# ASSIGNED TASK
Lines below that include "streets" are the answer; copy each one.
Top of DATA EXTRACTS
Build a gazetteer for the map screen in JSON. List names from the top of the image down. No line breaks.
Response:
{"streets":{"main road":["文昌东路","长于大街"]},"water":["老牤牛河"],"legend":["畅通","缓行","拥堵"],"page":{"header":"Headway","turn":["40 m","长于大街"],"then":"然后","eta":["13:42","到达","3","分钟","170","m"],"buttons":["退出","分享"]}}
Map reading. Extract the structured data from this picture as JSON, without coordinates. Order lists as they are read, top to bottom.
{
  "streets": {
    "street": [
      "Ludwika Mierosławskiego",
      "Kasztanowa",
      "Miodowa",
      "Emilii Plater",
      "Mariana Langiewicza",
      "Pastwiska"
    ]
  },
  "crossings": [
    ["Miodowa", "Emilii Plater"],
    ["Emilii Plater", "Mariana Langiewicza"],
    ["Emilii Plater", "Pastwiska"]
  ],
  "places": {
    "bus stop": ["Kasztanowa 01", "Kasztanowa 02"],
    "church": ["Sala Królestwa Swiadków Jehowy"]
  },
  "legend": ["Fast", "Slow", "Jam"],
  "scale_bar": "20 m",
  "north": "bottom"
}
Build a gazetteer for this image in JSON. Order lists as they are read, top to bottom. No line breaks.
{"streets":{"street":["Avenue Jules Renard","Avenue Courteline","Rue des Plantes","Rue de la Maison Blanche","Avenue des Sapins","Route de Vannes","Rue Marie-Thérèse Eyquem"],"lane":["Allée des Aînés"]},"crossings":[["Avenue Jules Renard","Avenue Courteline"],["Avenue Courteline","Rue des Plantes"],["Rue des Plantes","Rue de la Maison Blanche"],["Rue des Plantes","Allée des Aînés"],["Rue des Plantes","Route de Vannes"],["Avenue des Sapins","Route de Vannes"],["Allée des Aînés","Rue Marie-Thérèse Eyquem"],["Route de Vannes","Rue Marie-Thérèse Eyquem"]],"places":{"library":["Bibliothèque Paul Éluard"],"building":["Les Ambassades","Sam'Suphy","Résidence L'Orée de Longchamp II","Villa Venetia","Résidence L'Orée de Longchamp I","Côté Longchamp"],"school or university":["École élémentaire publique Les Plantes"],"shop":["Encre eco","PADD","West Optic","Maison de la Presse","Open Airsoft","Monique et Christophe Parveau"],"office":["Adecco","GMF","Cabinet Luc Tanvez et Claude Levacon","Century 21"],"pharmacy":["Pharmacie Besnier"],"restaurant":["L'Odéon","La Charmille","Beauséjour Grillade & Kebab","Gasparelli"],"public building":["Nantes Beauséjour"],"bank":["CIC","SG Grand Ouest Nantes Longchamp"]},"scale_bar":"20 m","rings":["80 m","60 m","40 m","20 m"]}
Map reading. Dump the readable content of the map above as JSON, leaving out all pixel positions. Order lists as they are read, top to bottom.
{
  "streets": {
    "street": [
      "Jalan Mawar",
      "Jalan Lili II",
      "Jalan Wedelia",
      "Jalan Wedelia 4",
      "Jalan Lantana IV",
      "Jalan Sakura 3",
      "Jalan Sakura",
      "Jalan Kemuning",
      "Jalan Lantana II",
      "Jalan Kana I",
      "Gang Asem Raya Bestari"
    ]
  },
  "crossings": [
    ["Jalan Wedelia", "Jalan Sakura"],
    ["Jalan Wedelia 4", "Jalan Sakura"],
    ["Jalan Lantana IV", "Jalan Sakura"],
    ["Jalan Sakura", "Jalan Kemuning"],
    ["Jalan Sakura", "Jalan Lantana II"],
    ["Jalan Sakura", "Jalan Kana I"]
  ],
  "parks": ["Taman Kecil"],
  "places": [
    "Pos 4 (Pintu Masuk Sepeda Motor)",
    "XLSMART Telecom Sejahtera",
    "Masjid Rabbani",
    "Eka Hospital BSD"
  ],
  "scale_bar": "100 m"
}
Bottom of DATA EXTRACTS
# COMPLETED EXERCISE
{"streets":{"main road":["文昌东路","长于大街"]},"water":["老牤牛河"],"legend":["畅通","缓行","拥堵"],"page":{"header":"Headway","turn":["40 m","长于大街"],"then":"然后","eta":["13:42","到达","3","分钟","170","m"],"buttons":["退出","分享"]}}
  "streets": {
{"streets":{"street":["Avenue Jules Renard","Avenue Courteline","Rue des Plantes","Rue de la Maison Blanche","Avenue des Sapins","Route de Vannes","Rue Marie-Thérèse Eyquem"],"lane":["Allée des Aînés"]},"crossings":[["Avenue Jules Renard","Avenue Courteline"],["Avenue Courteline","Rue des Plantes"],["Rue des Plantes","Rue de la Maison Blanche"],["Rue des Plantes","Allée des Aînés"],["Rue des Plantes","Route de Vannes"],["Avenue des Sapins","Route de Vannes"],["Allée des Aînés","Rue Marie-Thérèse Eyquem"],["Route de Vannes","Rue Marie-Thérèse Eyquem"]],"places":{"library":["Bibliothèque Paul Éluard"],"building":["Les Ambassades","Sam'Suphy","Résidence L'Orée de Longchamp II","Villa Venetia","Résidence L'Orée de Longchamp I","Côté Longchamp"],"school or university":["École élémentaire publique Les Plantes"],"shop":["Encre eco","PADD","West Optic","Maison de la Presse","Open Airsoft","Monique et Christophe Parveau"],"office":["Adecco","GMF","Cabinet Luc Tanvez et Claude Levacon","Century 21"],"pharmacy":["Pharmacie Besnier"],"restaurant":["L'Odéon","La Charmille","Beauséjour Grillade & Kebab","Gasparelli"],"public building":["Nantes Beauséjour"],"bank":["CIC","SG Grand Ouest Nantes Longchamp"]},"scale_bar":"20 m","rings":["80 m","60 m","40 m","20 m"]}
  "streets": {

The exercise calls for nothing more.